Records to process
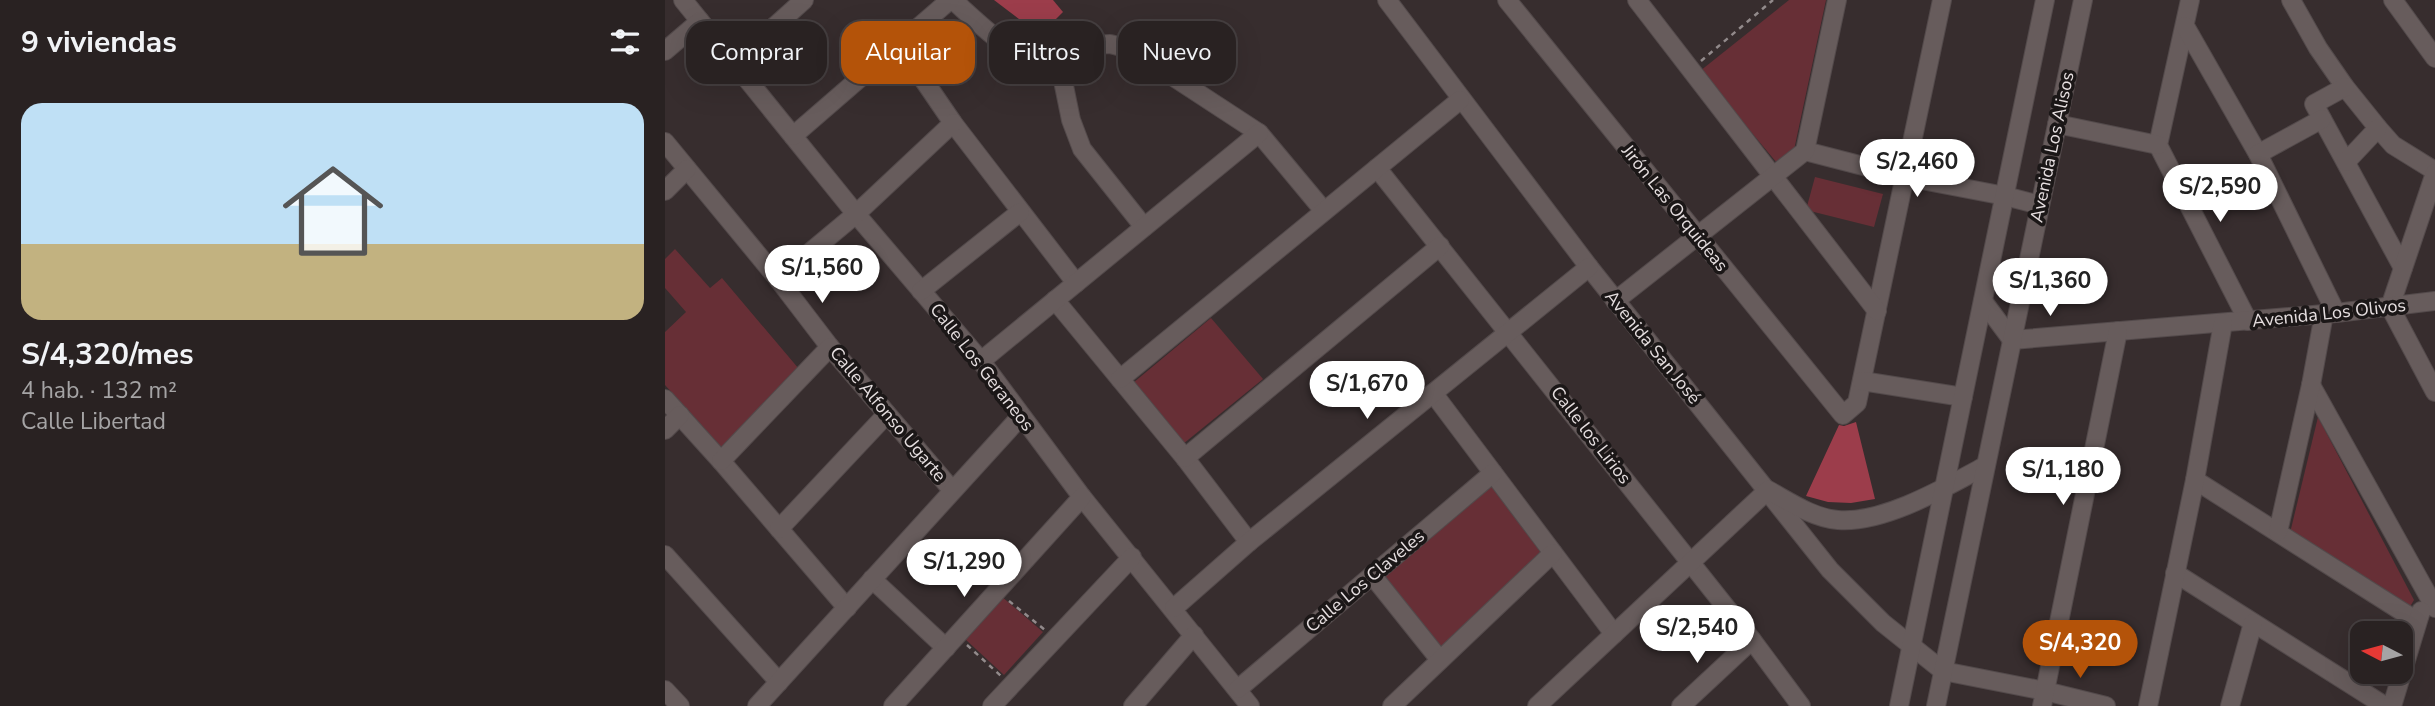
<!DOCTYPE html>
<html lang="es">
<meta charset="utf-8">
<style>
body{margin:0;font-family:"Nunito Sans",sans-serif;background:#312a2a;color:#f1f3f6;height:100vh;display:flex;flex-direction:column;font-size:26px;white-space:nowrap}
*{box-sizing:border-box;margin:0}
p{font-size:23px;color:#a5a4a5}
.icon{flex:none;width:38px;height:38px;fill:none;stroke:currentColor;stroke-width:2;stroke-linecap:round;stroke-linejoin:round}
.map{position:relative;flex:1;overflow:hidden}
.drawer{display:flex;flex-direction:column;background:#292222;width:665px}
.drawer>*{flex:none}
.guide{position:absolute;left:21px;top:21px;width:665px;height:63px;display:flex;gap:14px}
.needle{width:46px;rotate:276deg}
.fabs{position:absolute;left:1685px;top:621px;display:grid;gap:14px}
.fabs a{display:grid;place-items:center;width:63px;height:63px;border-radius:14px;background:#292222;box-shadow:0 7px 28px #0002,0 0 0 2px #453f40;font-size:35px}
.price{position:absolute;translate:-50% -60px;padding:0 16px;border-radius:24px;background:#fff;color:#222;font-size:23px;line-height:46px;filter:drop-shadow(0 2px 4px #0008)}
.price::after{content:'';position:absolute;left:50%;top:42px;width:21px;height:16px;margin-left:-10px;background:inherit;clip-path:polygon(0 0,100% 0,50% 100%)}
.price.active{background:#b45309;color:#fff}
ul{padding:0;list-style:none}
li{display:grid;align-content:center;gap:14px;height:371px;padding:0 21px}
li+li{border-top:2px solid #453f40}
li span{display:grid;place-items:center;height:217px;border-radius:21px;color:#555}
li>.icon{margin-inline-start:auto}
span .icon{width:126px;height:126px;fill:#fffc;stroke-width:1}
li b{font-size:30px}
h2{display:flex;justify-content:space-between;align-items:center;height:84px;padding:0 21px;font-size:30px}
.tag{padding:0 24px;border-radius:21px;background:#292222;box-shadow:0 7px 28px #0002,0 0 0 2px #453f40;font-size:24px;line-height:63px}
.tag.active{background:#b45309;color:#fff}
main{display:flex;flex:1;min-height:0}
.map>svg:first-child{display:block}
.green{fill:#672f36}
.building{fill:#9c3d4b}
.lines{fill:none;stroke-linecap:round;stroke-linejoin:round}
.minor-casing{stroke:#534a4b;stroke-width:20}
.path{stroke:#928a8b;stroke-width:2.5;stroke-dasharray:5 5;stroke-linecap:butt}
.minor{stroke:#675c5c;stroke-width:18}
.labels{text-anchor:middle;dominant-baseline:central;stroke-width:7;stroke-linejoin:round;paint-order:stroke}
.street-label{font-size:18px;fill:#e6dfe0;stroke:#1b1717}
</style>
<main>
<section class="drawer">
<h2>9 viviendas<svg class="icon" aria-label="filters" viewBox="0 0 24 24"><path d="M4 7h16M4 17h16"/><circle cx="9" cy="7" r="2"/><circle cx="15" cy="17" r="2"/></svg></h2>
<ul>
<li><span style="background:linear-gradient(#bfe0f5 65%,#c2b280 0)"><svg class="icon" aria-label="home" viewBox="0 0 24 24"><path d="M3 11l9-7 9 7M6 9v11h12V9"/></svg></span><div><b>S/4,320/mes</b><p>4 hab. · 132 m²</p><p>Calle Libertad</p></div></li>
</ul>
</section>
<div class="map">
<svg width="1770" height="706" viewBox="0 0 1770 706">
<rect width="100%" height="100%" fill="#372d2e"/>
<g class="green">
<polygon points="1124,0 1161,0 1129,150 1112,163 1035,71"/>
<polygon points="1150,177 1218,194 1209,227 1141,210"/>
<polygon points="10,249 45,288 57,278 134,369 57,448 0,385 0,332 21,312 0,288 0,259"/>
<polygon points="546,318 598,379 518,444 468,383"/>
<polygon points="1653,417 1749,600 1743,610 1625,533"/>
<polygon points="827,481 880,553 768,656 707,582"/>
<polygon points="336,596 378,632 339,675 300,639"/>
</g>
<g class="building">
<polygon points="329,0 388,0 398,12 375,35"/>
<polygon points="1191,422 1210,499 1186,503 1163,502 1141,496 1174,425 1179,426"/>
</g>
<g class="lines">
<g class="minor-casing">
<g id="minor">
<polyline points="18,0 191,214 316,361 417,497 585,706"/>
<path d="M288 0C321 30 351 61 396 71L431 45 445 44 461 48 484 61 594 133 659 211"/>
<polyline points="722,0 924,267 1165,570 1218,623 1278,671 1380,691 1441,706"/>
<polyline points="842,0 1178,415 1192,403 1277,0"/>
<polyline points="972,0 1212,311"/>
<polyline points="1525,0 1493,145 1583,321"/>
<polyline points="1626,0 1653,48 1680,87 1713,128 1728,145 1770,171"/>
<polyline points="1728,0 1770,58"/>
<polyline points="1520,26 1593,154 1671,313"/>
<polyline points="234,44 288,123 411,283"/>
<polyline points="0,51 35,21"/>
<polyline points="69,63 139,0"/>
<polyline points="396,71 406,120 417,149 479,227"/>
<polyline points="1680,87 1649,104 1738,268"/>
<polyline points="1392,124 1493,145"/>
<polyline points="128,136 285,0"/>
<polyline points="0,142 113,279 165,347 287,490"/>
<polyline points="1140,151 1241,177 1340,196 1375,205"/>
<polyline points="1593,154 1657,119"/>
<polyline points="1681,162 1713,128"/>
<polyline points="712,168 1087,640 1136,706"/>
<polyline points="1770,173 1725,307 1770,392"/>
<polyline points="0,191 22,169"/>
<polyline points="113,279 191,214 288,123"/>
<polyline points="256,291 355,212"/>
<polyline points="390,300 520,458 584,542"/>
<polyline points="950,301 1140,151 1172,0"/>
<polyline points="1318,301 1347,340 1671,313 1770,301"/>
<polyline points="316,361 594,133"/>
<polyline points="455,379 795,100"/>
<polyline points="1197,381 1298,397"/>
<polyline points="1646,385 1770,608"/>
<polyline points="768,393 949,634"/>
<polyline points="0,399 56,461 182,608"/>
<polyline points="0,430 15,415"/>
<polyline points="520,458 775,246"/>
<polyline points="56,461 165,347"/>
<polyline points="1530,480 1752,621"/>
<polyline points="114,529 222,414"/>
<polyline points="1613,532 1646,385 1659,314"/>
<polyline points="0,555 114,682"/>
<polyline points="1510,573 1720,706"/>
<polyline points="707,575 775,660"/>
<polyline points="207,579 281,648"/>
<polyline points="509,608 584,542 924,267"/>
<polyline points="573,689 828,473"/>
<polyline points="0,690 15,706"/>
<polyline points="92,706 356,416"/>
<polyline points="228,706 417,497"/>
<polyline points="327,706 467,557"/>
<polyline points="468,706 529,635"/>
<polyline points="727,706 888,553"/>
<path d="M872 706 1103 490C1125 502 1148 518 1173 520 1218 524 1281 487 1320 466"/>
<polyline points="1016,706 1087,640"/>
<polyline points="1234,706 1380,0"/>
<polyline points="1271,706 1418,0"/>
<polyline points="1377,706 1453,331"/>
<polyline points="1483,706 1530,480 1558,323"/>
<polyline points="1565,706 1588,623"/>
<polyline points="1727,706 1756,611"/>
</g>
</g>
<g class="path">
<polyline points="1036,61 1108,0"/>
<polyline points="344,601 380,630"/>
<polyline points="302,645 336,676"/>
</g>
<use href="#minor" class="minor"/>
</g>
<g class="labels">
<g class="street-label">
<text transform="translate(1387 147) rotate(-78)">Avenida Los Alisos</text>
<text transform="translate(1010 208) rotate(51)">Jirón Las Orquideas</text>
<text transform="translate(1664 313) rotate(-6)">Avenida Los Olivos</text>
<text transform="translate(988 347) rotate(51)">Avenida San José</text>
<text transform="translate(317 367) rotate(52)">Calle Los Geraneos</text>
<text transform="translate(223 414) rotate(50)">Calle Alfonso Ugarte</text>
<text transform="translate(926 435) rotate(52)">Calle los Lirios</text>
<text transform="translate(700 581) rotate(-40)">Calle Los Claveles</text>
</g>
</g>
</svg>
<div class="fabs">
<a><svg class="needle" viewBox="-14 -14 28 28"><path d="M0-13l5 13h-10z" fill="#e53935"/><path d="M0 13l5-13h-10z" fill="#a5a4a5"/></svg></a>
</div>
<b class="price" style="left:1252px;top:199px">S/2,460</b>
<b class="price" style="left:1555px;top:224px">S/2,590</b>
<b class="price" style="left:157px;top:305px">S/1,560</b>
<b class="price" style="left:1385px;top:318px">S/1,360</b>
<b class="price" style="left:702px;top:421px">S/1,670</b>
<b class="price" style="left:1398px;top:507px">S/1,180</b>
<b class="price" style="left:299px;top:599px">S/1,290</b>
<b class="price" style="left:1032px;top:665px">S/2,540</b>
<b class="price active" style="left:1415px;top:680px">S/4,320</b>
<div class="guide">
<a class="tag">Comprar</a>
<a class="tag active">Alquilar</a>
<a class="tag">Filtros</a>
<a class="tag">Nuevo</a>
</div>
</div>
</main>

The task
Every line of the listing that holds the string "place" counts once. Give the total alone.

Result of this task
2